Сподвижники Чернышевского | страница 57



Как часто он теперь вспоминает обращенные к нему стихи Огарева. Их привезла Шелгунова;

Закован в железы с тяжелою цепью,
Идешь ты, изгнанник, в холодную даль,
Идешь бесконечною, снежною степью,
Идешь в рудокопы, на труд и печаль.
Иди без унынья, иди без роптанья,
Твой подвиг прекрасен, и святы страданья.

Его «Сибирские очерки» наполняются слезами и кровью. И его слезами и его кровью, но в них и страстная вера в грядущую революцию, во всенародное восстание. Искра таится в стонах истязуемых невинных людей, она в гневном протесте беглого, уходящего в ледяное безмолвие на верную гибель, но гибель под свободным небом воли и даже в вызове самоубийства.

К нему в подземелье шахт дошел бодрый привет друга и соратника — Петра Лаврова;

С Балтийского моря на Дальний Восток
Летит буйный ветер свободно;
Несет он на крыльях пустынный песок —
Несет вздох тоски всенародной…
Несет он привет от печальных друзей
Далекому, милому другу…
Несет он зародыши грозных идей
От Запада, Севера, Юга…
И шепчет: «Я слышал, в полях, городах
Уж ходит тревожное слово;
Бледнеют безумцы в роскошных дворцах…
Грядущее дело готово.
Над русской землею краснеет заря;
Заблещет светило свободы…
И скоро уж опросят отчет у царя
Покорные прежде народы…»

Нет, его не сломили страдания. Он слышит живые вести из далекого мира. И он шлет в этот мир свое слово, свои надежды. Он страдает оттого, что в 1863 году не произошло, как он ожидал, всеобщего восстания и что начался спад революционной волны. Его злит, что гневные крики бунтующего народа заглушает либеральное сюсюканье по поводу прожектов о «совещательной земской думе», новом «положении» о земских организациях.

Он не верит в них, не верит в реформы, пожалованные свыше.
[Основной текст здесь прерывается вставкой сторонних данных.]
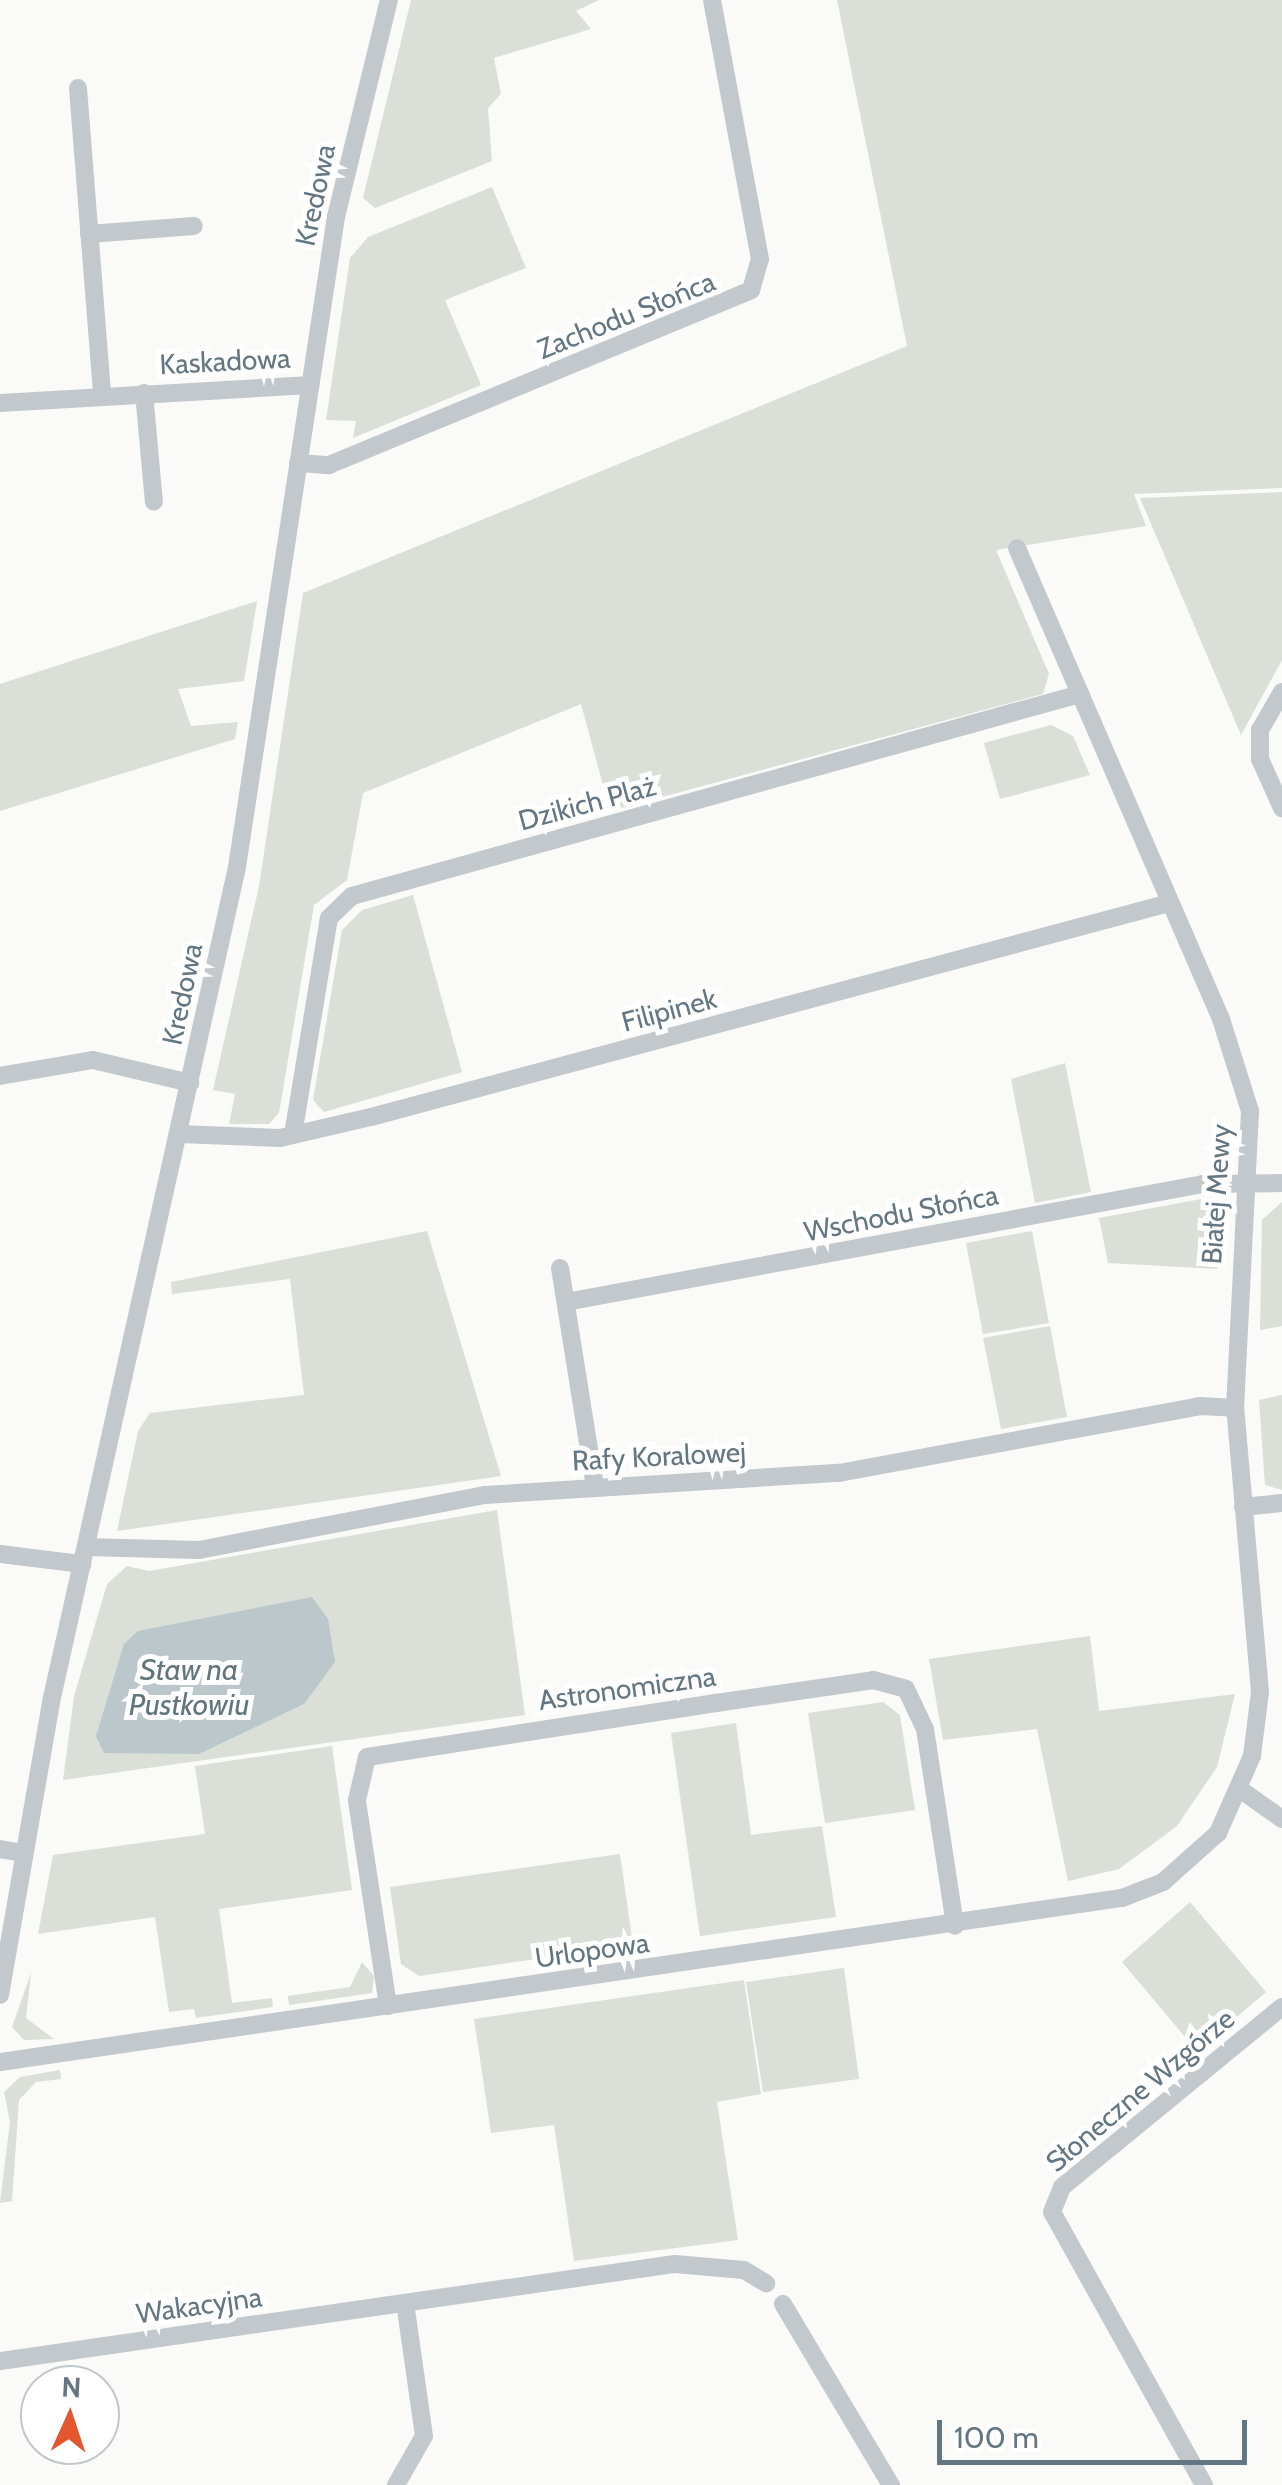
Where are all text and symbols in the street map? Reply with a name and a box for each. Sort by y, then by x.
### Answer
street label: Kredowa [288,141,342,249]
street label: Zachodu Słońca [532,264,720,366]
street label: Kaskadowa [159,341,291,381]
street label: Dzikich Plaż [515,769,659,837]
street label: Kredowa [155,940,209,1048]
street label: Filipinek [618,981,720,1039]
street label: Białej Mewy [1194,1123,1238,1265]
street label: Wschodu Słońca [801,1178,1001,1248]
street label: Rafy Koralowej [571,1435,747,1477]
water label: Staw na Pustkowiu [129,1652,249,1722]
street label: Astronomiczna [536,1659,718,1717]
street label: Urlopowa [533,1925,651,1975]
street label: Słoneczne Wzgórze [1039,2002,1241,2178]
street label: Wakacyjna [134,2280,264,2330]
north arrow [20,2365,120,2465]
text: N [61,2370,82,2405]
scale bar [942,2400,1252,2462]
text: 100 m [954,2419,1039,2456]

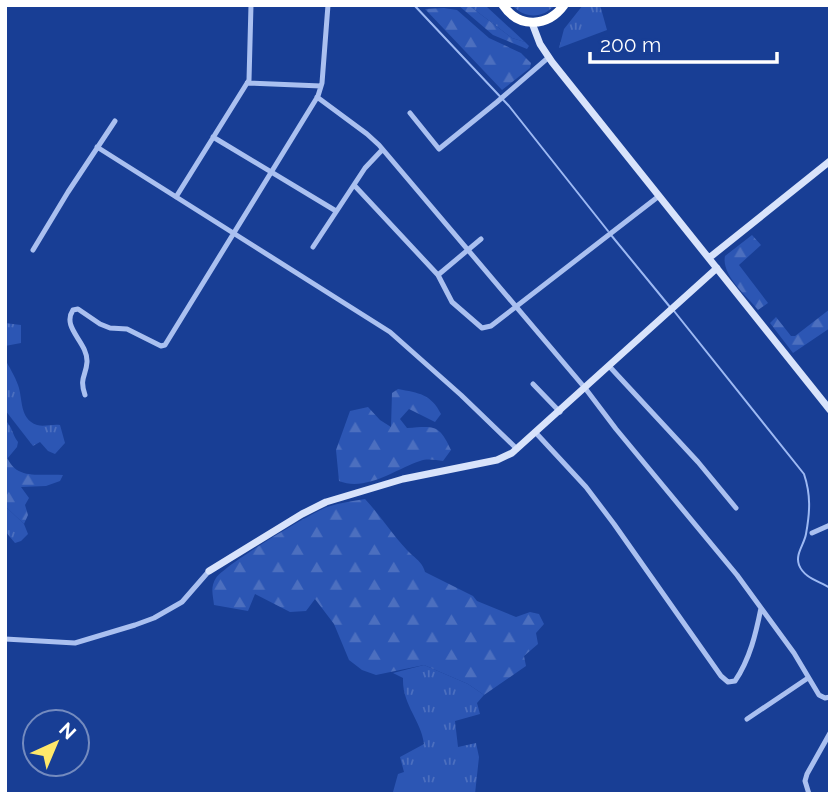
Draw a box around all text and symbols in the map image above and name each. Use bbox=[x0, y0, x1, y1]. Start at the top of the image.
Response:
scale bar bbox=[590, 21, 777, 65]
text: 200 m bbox=[600, 32, 661, 57]
north arrow bbox=[21, 708, 91, 778]
text: N bbox=[55, 718, 81, 744]

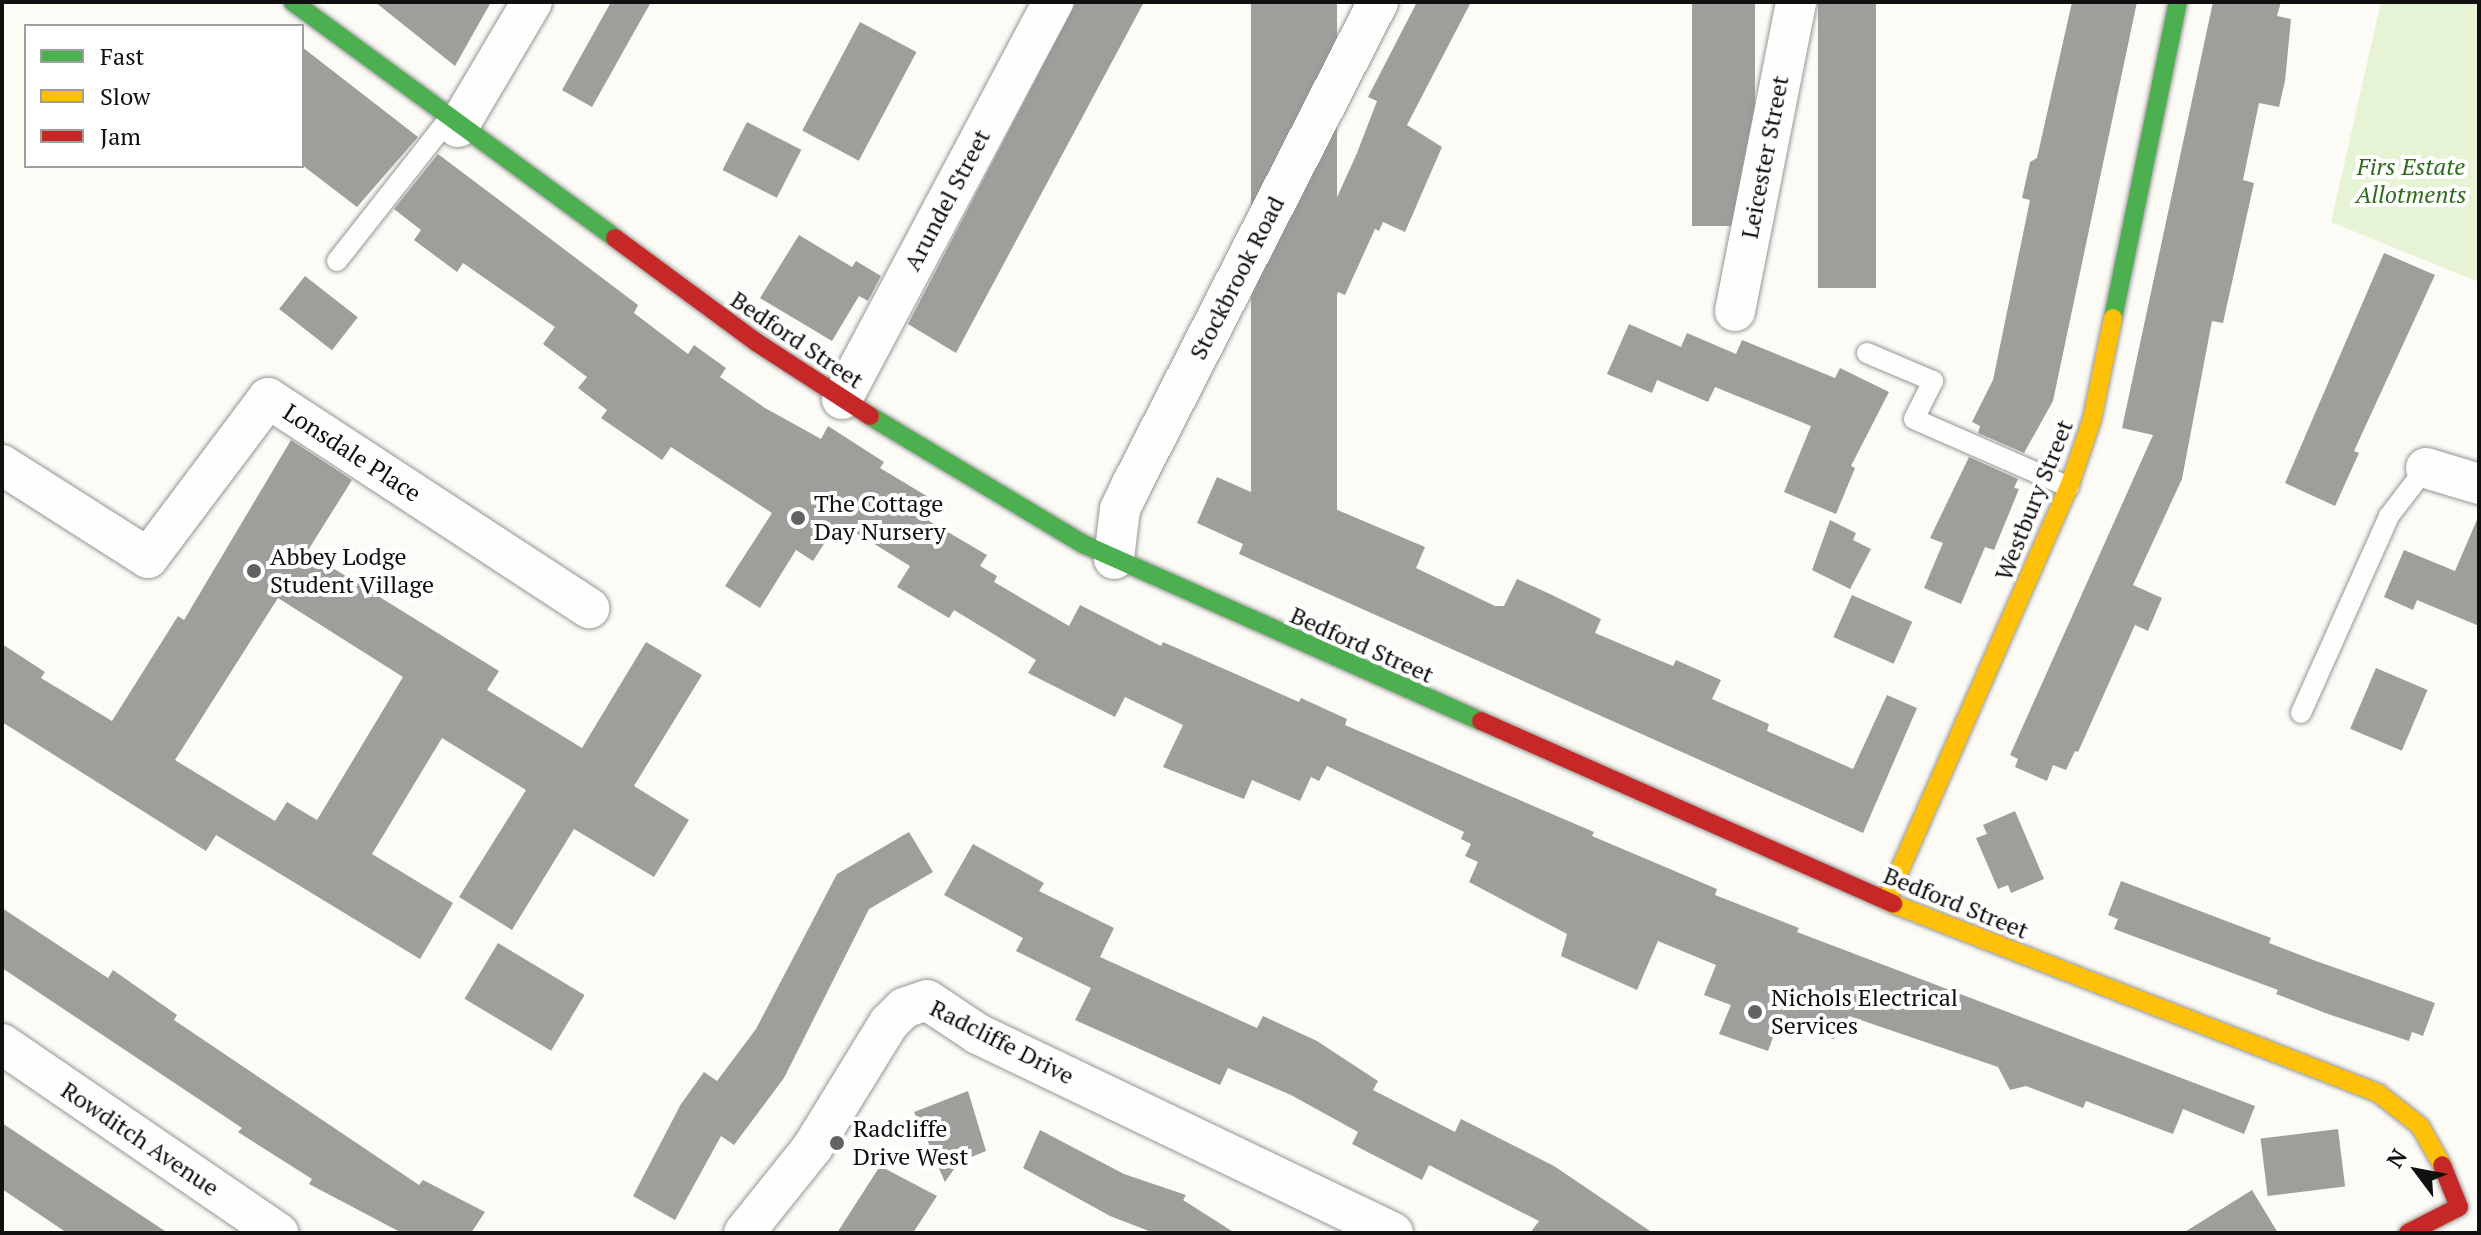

Он зовет к борьбе.

Отсюда, из далекой Сибири, Михайлов может бороться только словом. Его стихи, его статьи, очерки находят дорогу в столицу. Под псевдонимами стараниями друзей они появляются в печати.

Сколько нужно было иметь сил, веры, мужества, чтобы бороться с отчаянием. И не всегда, не каждый раз он выходил победителем.

Оно иногда прорывалось. Но это не было отчаяние человека, обреченного на смерть каторжным режимом. И скорбел он тоже не о себе.

Михайлов вновь и вновь обращался к молодому поколению. Он ждет от него не слов, а дел. Дел! И, не видя этих дел, клеймит поколение. Это стон сердца, сдержанный, страстный, и даже в стоне слышится надежда:

Иль все ты вымерло, о молодое племя?
Иль немочь старчества осилила тебя?
Иль на священный бой не призывает время?